Source code for gns.prob_funcs

# import standard modules
import numpy as np
import sys
import scipy.stats
from scipy.special import ive as ModifiedBessel, gamma as Gamma  # for Kent distribution
try:  # newer scipy versions
    from scipy.special import logsumexp
except ImportError:  # older scipy versions
    from scipy.misc import logsumexp
import inspect

# import custom modules
"""
NB scipy.stats.norm uses standard deviation, scipy.stats.multivariate_normal uses covariance!!
NB if x.shape = (m,1), then scipy.stats.rv_continuous.pdf(x) returns array shape (m, 1)
whereas scipy.stats.multivariate_normal.pdf(x) returns array shape (m,)
"""

# PDF related functions


[docs]def fitPriors(priorParams):
    """
    Only currently handles one dimensional (independent priors).
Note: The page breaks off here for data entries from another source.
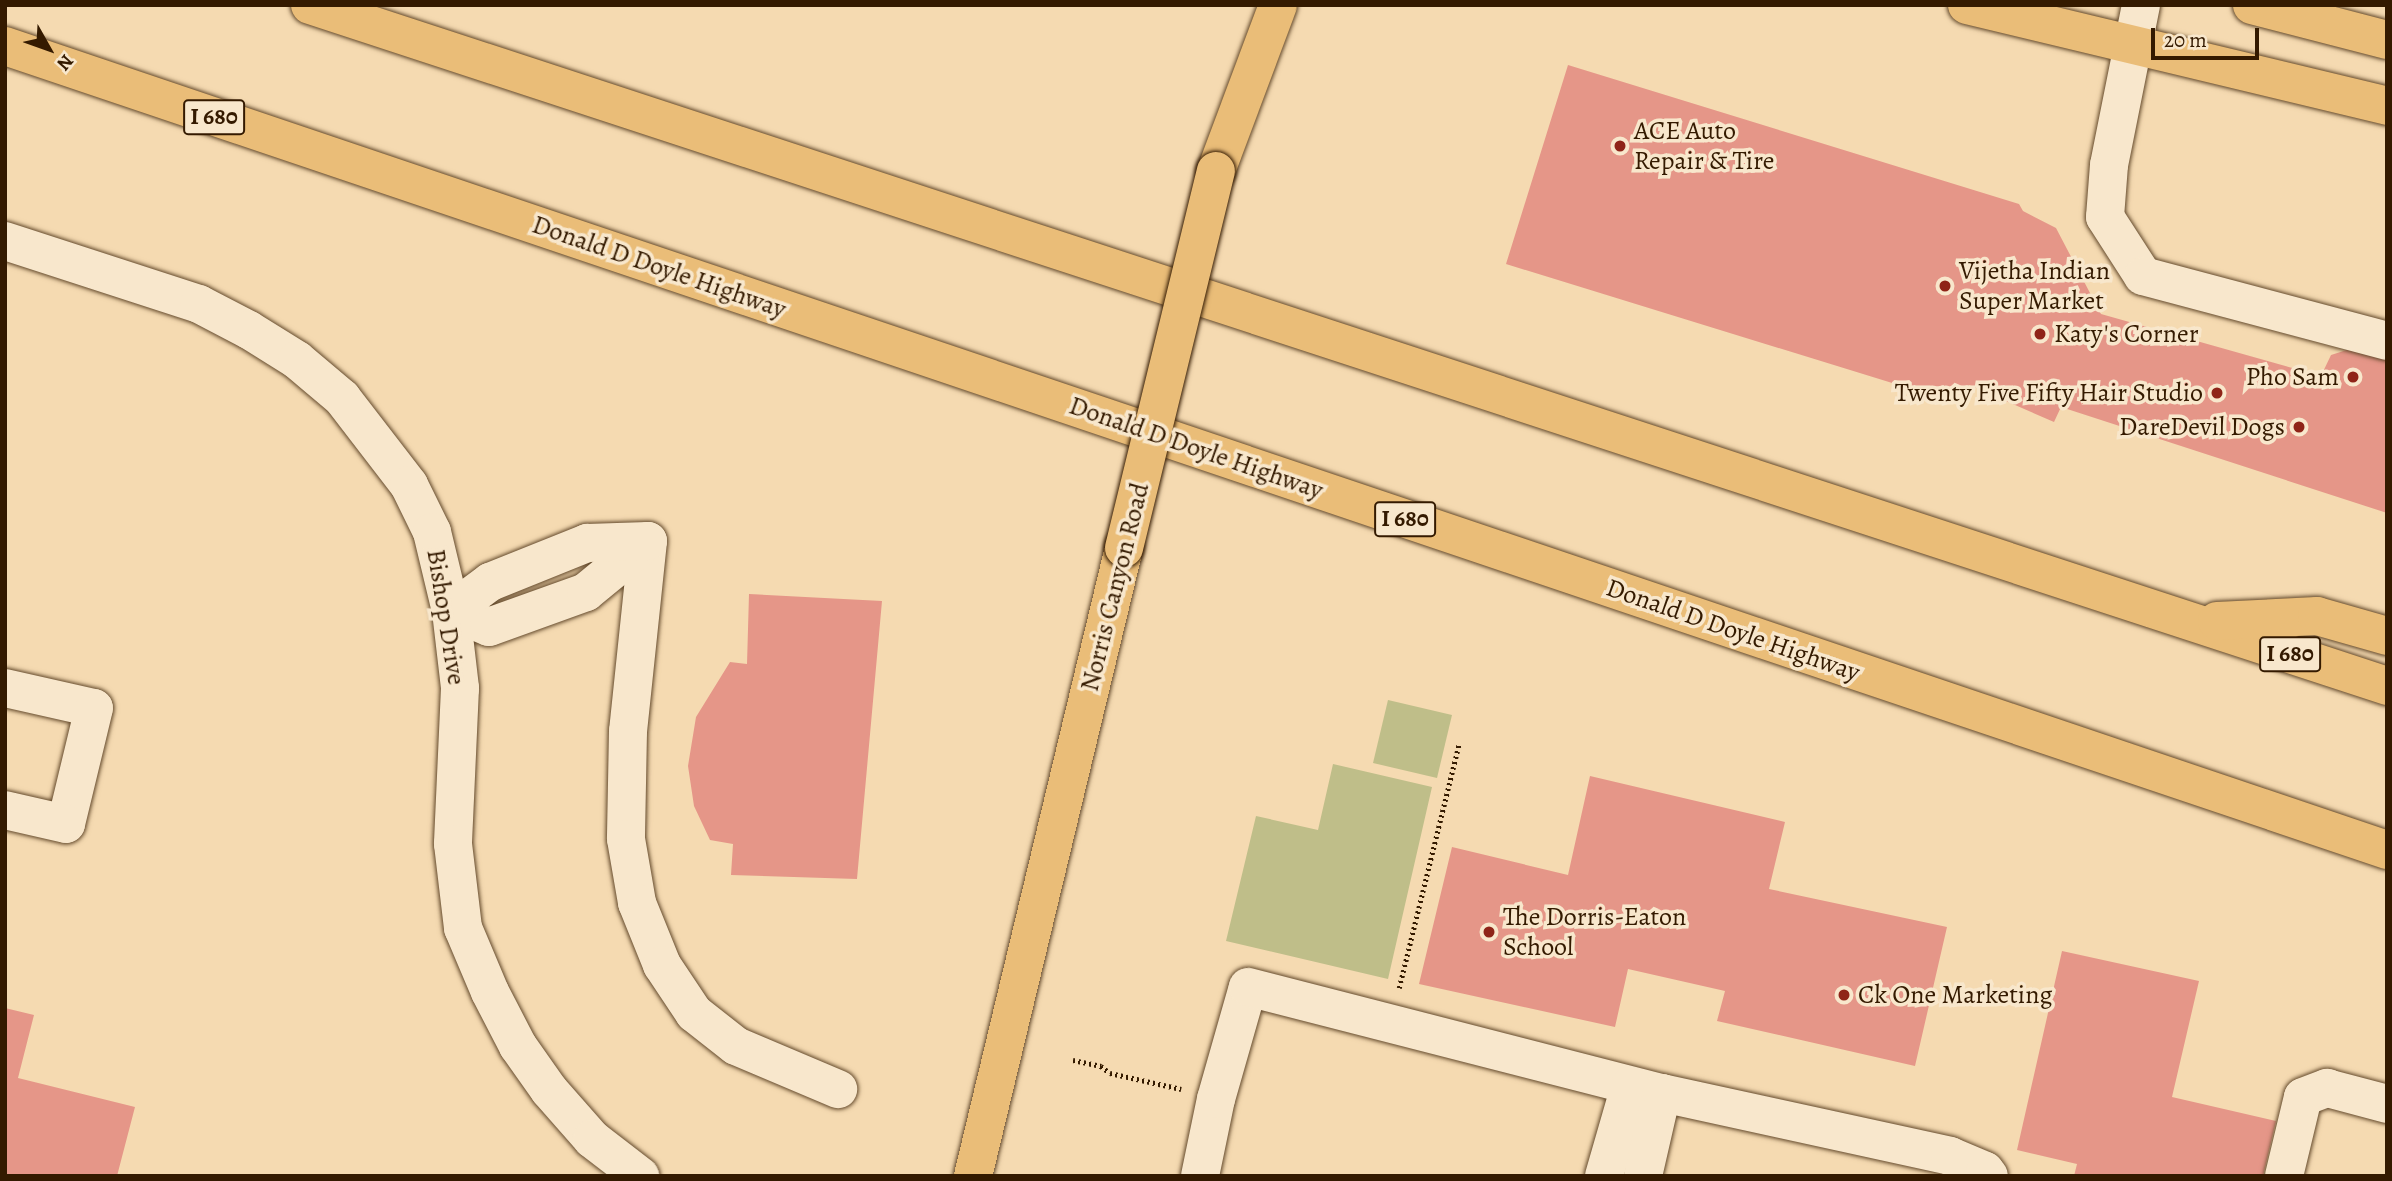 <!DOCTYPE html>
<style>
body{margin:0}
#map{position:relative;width:2392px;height:1181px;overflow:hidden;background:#f5dab1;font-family:Alegreya,serif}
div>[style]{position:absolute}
.green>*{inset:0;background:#bfbe89}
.building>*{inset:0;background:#e59688}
.path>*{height:4.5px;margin-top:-2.25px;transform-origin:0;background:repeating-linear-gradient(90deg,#341a00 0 2px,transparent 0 5.5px)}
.roads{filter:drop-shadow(0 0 2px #644a2c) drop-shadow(0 0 2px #644a2c)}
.minor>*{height:38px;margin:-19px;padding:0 19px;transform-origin:19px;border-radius:19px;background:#f8e7cc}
.major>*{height:38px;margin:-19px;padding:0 19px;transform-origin:19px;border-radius:19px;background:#eabd78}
.highway>*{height:38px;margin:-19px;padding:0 19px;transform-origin:19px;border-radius:19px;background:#eabd78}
.bridges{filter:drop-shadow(0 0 2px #341a00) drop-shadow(0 0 2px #341a00)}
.major-bridge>*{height:38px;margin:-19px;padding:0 19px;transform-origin:19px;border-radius:19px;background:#eabd78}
.dots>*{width:19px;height:19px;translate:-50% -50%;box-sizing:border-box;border:4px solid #f8e7cc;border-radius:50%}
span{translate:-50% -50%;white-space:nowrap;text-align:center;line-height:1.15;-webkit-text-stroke:7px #f8e7cc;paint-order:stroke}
.shield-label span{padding:2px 5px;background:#f8e7cc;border:2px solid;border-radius:5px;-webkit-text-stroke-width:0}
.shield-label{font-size:24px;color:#341a00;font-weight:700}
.poi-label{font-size:26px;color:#341a00}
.left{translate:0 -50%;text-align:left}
.right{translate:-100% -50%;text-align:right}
.street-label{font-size:26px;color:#341a00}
.frame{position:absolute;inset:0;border:7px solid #341a00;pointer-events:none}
.north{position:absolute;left:14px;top:14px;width:70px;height:70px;-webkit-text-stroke:5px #f8e7cc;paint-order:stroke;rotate:130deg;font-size:19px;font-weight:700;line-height:28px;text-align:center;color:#341a00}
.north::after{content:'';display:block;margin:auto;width:24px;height:32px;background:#341a00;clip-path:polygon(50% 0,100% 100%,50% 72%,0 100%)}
.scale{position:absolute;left:2151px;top:28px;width:108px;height:32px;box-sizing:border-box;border:4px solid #341a00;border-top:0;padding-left:9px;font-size:21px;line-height:24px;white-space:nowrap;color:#341a00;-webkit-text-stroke:5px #f8e7cc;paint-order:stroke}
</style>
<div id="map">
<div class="green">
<i style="clip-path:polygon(1388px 700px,1452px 715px,1437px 778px,1373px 763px)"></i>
<i style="clip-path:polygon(1333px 764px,1432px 787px,1388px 979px,1226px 941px,1256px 816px,1318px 830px)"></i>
</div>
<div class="building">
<i style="clip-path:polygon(1568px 65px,2019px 204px,2023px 211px,2056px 228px,2101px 314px,2321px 376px,2331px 355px,2353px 348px,2387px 358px,2387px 513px,2061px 407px,2054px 422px,1969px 385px,1957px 403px,1506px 264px)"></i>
<i style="clip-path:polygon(749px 594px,882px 601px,857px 879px,731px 875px,733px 844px,710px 840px,694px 806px,688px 766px,696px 717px,730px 662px,747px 664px)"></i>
<i style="clip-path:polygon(1590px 776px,1785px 822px,1769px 889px,1947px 927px,1915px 1066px,1717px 1021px,1725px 991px,1628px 969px,1615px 1027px,1419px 984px,1452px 847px,1568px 875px)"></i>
<i style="clip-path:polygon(2062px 951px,2199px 981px,2172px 1097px,2276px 1121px,2263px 1176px,2074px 1176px,2077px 1164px,2017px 1150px)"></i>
<i style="clip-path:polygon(5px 1008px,34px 1015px,18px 1078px,135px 1107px,117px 1176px,5px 1176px)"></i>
</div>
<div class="path">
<i style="left:1399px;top:988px;width:251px;rotate:-76.2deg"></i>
<i style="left:1073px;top:1060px;width:29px;rotate:12deg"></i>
<i style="left:1101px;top:1066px;width:11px;rotate:38deg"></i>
<i style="left:1110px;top:1073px;width:73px;rotate:12.7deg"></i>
</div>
<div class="roads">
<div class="minor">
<i style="left:2141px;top:5px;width:163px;rotate:101.3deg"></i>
<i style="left:2109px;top:165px;width:52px;rotate:94.4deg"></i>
<i style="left:2105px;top:217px;width:70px;rotate:57.2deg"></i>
<i style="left:2143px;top:276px;width:253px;rotate:14.9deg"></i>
<i style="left:5px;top:241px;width:204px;rotate:18deg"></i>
<i style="left:199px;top:304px;width:56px;rotate:27.5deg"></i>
<i style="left:249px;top:330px;width:57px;rotate:32deg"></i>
<i style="left:297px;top:360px;width:59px;rotate:40.2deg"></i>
<i style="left:342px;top:398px;width:110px;rotate:52.4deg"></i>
<i style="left:409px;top:485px;width:52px;rotate:63.9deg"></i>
<i style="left:432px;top:532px;width:81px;rotate:76.5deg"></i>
<i style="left:451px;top:611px;width:78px;rotate:83.3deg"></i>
<i style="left:460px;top:688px;width:156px;rotate:92.6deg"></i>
<i style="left:453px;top:844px;width:85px;rotate:83.2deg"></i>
<i style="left:463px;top:928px;width:69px;rotate:67.1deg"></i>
<i style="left:490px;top:992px;width:61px;rotate:62.6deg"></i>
<i style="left:518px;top:1046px;width:54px;rotate:54.8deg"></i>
<i style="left:549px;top:1090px;width:65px;rotate:48.7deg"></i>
<i style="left:592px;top:1139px;width:61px;rotate:37.6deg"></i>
<i style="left:648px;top:541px;width:191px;rotate:96deg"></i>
<i style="left:628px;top:731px;width:108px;rotate:91.1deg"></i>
<i style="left:626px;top:839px;width:65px;rotate:80.2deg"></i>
<i style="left:637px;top:903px;width:67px;rotate:68deg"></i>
<i style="left:662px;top:965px;width:58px;rotate:56.3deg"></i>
<i style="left:694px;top:1013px;width:53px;rotate:38.2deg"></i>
<i style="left:736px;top:1046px;width:111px;rotate:22.9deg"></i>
<i style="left:451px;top:611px;width:41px;rotate:22.8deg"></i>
<i style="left:489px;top:627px;width:103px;rotate:-19.8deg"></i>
<i style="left:586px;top:592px;width:80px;rotate:-39.4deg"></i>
<i style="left:451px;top:611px;width:49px;rotate:-36.6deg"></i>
<i style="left:490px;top:582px;width:105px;rotate:-21.9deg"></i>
<i style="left:587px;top:543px;width:61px;rotate:-1.9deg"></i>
<i style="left:5px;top:688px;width:91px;rotate:12.7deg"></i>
<i style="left:94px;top:708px;width:119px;rotate:103.6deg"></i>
<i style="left:66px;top:824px;width:63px;rotate:-167.1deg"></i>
<i style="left:1200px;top:1176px;width:79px;rotate:-78.3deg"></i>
<i style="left:1216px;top:1099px;width:116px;rotate:-74.1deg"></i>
<i style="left:1248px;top:987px;width:427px;rotate:14.4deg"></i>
<i style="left:1604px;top:1176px;width:94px;rotate:-73.9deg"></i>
<i style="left:1643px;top:1176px;width:85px;rotate:-77.1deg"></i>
<i style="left:1662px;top:1093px;width:295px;rotate:12.3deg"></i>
<i style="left:1950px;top:1156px;width:38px;rotate:23deg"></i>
<i style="left:1985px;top:1171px;width:6px;rotate:51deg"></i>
<i style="left:2284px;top:1176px;width:81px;rotate:-76.5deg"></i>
<i style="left:2303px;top:1097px;width:26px;rotate:-21deg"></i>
<i style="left:2327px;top:1088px;width:62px;rotate:14.9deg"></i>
</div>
<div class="major">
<i style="left:1967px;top:5px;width:432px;rotate:13.5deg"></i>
<i style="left:2252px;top:5px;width:139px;rotate:14.5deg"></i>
<i style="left:1216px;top:171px;width:177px;rotate:-69.5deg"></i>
<i style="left:973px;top:1176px;width:646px;rotate:-76.48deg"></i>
</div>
<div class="highway">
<i style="left:310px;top:5px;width:2186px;rotate:18.15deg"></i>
<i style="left:5px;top:46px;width:2514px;rotate:18.65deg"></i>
<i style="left:2217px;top:621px;width:100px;rotate:-2.9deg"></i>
<i style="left:2317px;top:616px;width:73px;rotate:15.9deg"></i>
</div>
</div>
<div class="bridges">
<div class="major-bridge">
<i style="left:1124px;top:548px;width:388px;rotate:-76.3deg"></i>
</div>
</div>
<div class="dots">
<i style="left:1620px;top:146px;background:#8f2418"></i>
<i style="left:1945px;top:286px;background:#8f2418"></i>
<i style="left:2040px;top:334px;background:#8f2418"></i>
<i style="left:2353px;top:377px;background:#8f2418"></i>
<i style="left:2217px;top:393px;background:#8f2418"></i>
<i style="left:2299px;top:427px;background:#8f2418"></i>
<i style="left:1489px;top:932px;background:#8f2418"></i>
<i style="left:1844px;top:995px;background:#8f2418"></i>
</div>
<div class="shield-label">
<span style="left:214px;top:117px">I 680</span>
<span style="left:1405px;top:519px">I 680</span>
<span style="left:2290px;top:654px">I 680</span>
</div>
<div class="poi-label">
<span class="left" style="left:1634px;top:146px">ACE Auto<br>Repair &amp; Tire</span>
<span class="left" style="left:1959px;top:286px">Vijetha Indian<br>Super Market</span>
<span class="left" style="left:2054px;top:334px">Katy's Corner</span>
<span class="right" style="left:2339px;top:377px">Pho Sam</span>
<span class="right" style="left:2203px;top:393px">Twenty Five Fifty Hair Studio</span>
<span class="right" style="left:2285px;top:427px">DareDevil Dogs</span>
<span class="left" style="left:1503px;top:932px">The Dorris-Eaton<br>School</span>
<span class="left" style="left:1858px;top:995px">Ck One Marketing</span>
</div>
<div class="street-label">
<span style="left:659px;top:267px;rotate:19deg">Donald D Doyle Highway</span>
<span style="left:1196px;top:448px;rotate:19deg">Donald D Doyle Highway</span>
<span style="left:1115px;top:587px;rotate:-76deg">Norris Canyon Road</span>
<span style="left:446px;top:617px;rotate:81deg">Bishop Drive</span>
<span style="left:1733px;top:630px;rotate:19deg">Donald D Doyle Highway</span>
</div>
<div class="frame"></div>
<div class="north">N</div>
<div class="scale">20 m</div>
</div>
Scipy.stats multivariate functions do not have built in inverse CDF methods, 
    so if one wants to consider multivariate priors one may have to write their own.
    Note scipy.stats.uniform takes parameters loc and scale where the boundaries are defined to be
    loc and loc + scale, so scale = upper - lower bound.
    Returns list of fitted prior objects length of nDims (one function for each parameter).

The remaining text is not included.